The department had an excellent showing at the recent joint meeting of the American Society for Environmental History and the National Council on Public History in Portland, Oregon.
On Thursday, March 11, in the session titled “Environmental Change on North America’s Borders,” Kent LaCombe, a graduate student working under the direction of environmental and Kansas history Professor Jim Sherow, presented “Freshwater Follies: The 20th Century Race for Resources in the Lake Huron Ecosystem.” Later in that afternoon, in the “Iron Horse in the Garden: Railroads and the American West” session, Professor Sherow presented “Ecological Transitions and the Kansas Pacific Railway: Alexander Gardner and his Camera,” a study of a leading photographer of the nineteenth-century West.

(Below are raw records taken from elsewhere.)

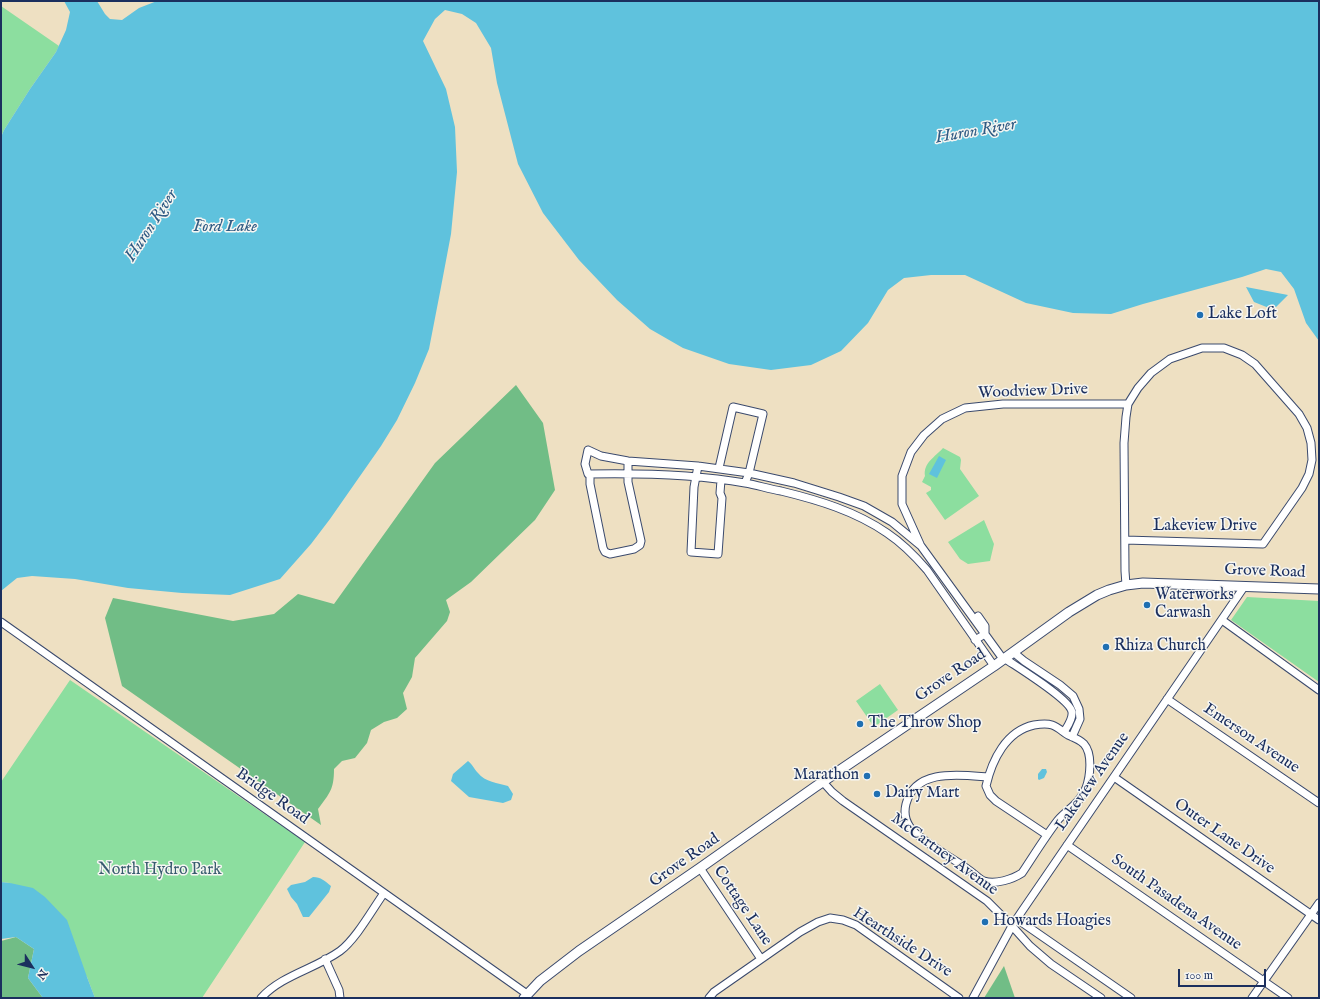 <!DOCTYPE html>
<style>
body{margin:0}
#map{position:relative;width:1320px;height:999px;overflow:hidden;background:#eee0c2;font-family:"IM FELL English",serif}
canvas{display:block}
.frame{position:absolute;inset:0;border:2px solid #1b2f5e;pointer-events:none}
.north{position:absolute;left:12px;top:947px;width:40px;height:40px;-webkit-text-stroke:3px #f6f6f2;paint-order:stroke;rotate:126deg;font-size:11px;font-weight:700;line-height:16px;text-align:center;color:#1b2f5e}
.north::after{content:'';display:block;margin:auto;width:14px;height:18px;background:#1b2f5e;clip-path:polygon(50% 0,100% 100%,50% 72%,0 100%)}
.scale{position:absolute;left:1178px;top:969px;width:88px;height:18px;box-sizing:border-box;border:2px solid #1b2f5e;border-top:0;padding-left:5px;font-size:12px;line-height:14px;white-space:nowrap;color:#1b2f5e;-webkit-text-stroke:3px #f6f6f2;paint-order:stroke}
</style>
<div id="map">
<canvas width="1320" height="999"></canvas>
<div class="frame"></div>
<div class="north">N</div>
<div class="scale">100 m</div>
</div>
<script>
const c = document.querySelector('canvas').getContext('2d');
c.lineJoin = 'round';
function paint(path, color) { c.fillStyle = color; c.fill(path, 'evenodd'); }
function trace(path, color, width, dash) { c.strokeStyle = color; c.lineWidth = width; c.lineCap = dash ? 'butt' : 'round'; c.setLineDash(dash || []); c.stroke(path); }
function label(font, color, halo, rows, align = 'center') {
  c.font = font + ' "IM FELL English",serif'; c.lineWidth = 3; c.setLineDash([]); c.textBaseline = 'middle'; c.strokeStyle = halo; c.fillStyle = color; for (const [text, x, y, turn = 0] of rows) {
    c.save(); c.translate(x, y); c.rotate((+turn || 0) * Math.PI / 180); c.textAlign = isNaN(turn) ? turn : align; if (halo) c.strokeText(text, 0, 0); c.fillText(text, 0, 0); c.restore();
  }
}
paint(new Path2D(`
 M1,6l58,40 -3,6 -26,37 -26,41 -3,7z
 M943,448l17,9 1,3 -1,9 19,27 -34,24 -19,-27 5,-3v-3l-9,-5 3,-6c-2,-13 10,-19 18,-28z
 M984,520l10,24 -4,17 -22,3 -8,-5 -12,-17z
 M1247,597l72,4v81l-88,-62z
 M70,680l235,162 -103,156h-107l-8,-21 -77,-94 -9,-1v-100z
 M880,684l18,26 -24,17 -18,-26z`), '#8cde9f');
paint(new Path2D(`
 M516,385l27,38 12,67 -20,30 -64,62 -25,18 4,12 -3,9 -32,37 -3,19 -9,16 4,16 -10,9 -13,4 -13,8 -4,13 -12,15 -13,3 -8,8c0,20 -4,24 -16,40l3,16 -199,-139 -17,-68 8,-20 120,23 41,-7 24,-20 36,10 101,-141z
 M16,937l18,12 -6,29 15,20h-42v-57z
 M1004,966l11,32h-31z`), '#71bd86');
paint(new Path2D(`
 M64,1h33l8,13 5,5 12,1 17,-12 18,-7h1162v340l-13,-18 -12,-34 -13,-17 -15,-3 -24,8 -99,27 -32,10 -38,-1 -47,-10 -61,-28h-34l-27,3 -16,12 -20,33 -27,28 -30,14 -40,5 -42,-6 -46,-16 -33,-19 -33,-29 -38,-40 -36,-47 -25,-49 -21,-81 -6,-35 -15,-25 -14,-9 -17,-4 -10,9 -12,22 23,48 9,38 2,45 -6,62 -10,53 -12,62 -14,34 -18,37 -16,26 -51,73 -19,25 -31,35 -50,16 -48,-2 -54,-5 -53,-9 -43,-3 -15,2 -16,13v-454l3,-7 26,-41 26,-37 10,-22 4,-18z
 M1246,287l42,8 -12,12 -7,1 -15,-6z
 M939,456l7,4 -9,18 -8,-4z
 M468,761c5,4 6,8 10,12 7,9 20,10 30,13l5,8 -2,6 -8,3 -34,-6 -18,-16 2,-7z
 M1042,769h4l1,3 -3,6 -5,2 -1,-1v-5z
 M313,877c8,0 12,4 18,9l-2,6 -20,25h-6l-6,-13 -6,-7 -4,-8 4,-4 14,-3z
 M1,882l9,1 23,5 12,9 22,23 20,57 8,21h-52l-15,-20 6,-29 -18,-12 -15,2z`), '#5fc2dd');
const minor = new Path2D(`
 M698,466l-4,21 -3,65 27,2 4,-56 -2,-5 1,-13
 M719,468l14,-61 30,7 -14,59 -4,10
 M590,474v10l13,64 2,4 5,2 24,-5 6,-4 1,-4 -13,-59v-21
 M1125,540l138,4 39,-56 7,-14 3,-14 -1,-17 -4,-15 -8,-14 -44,-50 -13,-9 -18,-7h-22l-32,11 -19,14 -13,15 -10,16 -2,13 -2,26 1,128 1,14
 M920,544l-18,-40v-28l9,-24 13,-17 18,-16 23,-11 38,-4h125
 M1222,620l97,70
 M1,622l526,372
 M975,640l10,-6v-8l-7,-10
 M1013,652l11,9 36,24 13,11 6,13 1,10 -8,18
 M1004,658c13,9 66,41 68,54 1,7 -5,15 -8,20
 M994,666l-67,-96c-12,-14 -25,-27 -40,-37 -32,-22 -69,-33 -106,-42 -12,-2 -24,-6 -36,-8 -51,-9 -104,-10 -157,-9l-3,-10 3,-14 13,6 27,5 70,5 51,7 45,10 45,14 25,9 28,16 29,24 82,113
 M1167,699l152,104
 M988,777c-28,-2 -73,-9 -82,27 -2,8 -1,16 4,23 9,12 29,23 41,31 8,5 16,10 23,16 3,2 7,6 10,7 11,4 29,-2 38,-8 12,-18 23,-36 36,-53 10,-11 22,-17 28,-32 4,-11 7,-34 -2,-44 -4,-4 -11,-7 -16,-9 -5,-3 -10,-8 -16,-10 -6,-2 -12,-1 -18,0 -28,6 -42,35 -48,61l4,9 6,6 51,34
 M1114,777l205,143
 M823,782l9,10 11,9 144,100 25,25 18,20 21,18 50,34
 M1067,845l221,153
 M700,868l61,91
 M1017,919l114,79
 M325,959l14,31 1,8
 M261,998c21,-23 54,-29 79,-47 16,-12 32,-41 44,-58
 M709,998l5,-6 86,-60 18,-10 12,-4 13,2 13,5 103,73
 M973,998l39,-72 10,-15 222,-324
 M1252,998l67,-95`);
const major = new Path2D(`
 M524,998l16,-17 39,-30 121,-83 115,-81 179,-121 75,-54 28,-17 12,-5 17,-5 17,-2 176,6`);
trace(minor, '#3b4a6d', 9);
trace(major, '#3b4a6d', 11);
trace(minor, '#fff', 7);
trace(major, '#fff', 9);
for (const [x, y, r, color] of [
 [1200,315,4,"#1f6fb2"],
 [1147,605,4,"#1f6fb2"],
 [1106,647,4,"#1f6fb2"],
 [860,724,4,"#1f6fb2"],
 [867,776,4,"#1f6fb2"],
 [877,794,4,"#1f6fb2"],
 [985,922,4,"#1f6fb2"]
]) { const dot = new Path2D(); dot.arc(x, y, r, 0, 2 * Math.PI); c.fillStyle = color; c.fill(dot); trace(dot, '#f6f6f2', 1.5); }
label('16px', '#1b2f5e', '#f6f6f2', [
 ["Lake Loft",1208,315],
 ["Waterworks",1155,596],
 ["Carwash",1155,614],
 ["Rhiza Church",1114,647],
 ["The Throw Shop",868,724],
 ["Marathon",859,776,"right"],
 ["Dairy Mart",885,794],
 ["Howards Hoagies",993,922]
], 'left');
label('16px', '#1b2f5e', '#f6f6f2', [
 ["Woodview Drive",1033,392,-2],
 ["Lakeview Drive",1205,527],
 ["Grove Road",1265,572,2],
 ["Grove Road",951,676,-34],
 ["Emerson Avenue",1251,739,34],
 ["Lakeview Avenue",1093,782,-55],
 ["Bridge Road",272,797,35],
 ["Outer Lane Drive",1224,837,35],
 ["McCartney Avenue",944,855,36],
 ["Grove Road",685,861,-35],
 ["South Pasadena Avenue",1176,903,35],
 ["Cottage Lane",742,906,56],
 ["Hearthside Drive",902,943,33]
]);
label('16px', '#375b6e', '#f6f6f2', [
 ["North Hydro Park",160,871]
]);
label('italic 17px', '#2f5b84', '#f6f6f2', [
 ["Huron River",976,132,-10],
 ["Huron River",152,226,-57],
 ["Ford Lake",225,228]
]);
</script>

On Friday, David Vail, a PhD candidate also working under the direction of Professor Sherow, presented “Poison Winds over Chemical Lands: A Toxic History of Postwar Kansas, 1950–1980,” in the session titled “Poisons, Pollutants, and Professionals: Toxic Bodies and Environments.” Vail was awarded a highly coveted graduate student travel grant to attend the conference by the ASEH. On Saturday, Professor Heather McCrea spoke on “Gulf of Disease: Environment, Health, and the Tropical Menace of Disease in Latin America,” in the session titled, “Latin American Currents: Iberian Transformation, Agrarian Reform, and Tropical Disease.”
Also on Friday, recent MA graduate Janet Timmerman presented “Hospice for Small Towns,” in which she combined her experiences in Kansas with the history department’s Chapman Center for Rural Studies and Marshall County’s Pony Express Museum with her current position as a community health coordinator. Janet received her MA in 2008 under the direction of Professor Bonnie Lynn-Sherow. Sandra Reddish, a PhD student in the department working with Professor Sue Zschoche, gave a talk about her experiences in three small Kansas towns.
All of these sessions were very well attended, and the papers received excellent responses. Not surprisingly, we can look for several of them to appear in professional journals. Overall, “This was an unprecedented level of representation for our department at the ASEH,” said Professor Sherow, who has been attending the conference for twenty years. “The ASEH is the flagship meeting for environmental historians and having so many K-Staters there sends a clear message that our program is prospering and a leader in the field of environmental history.”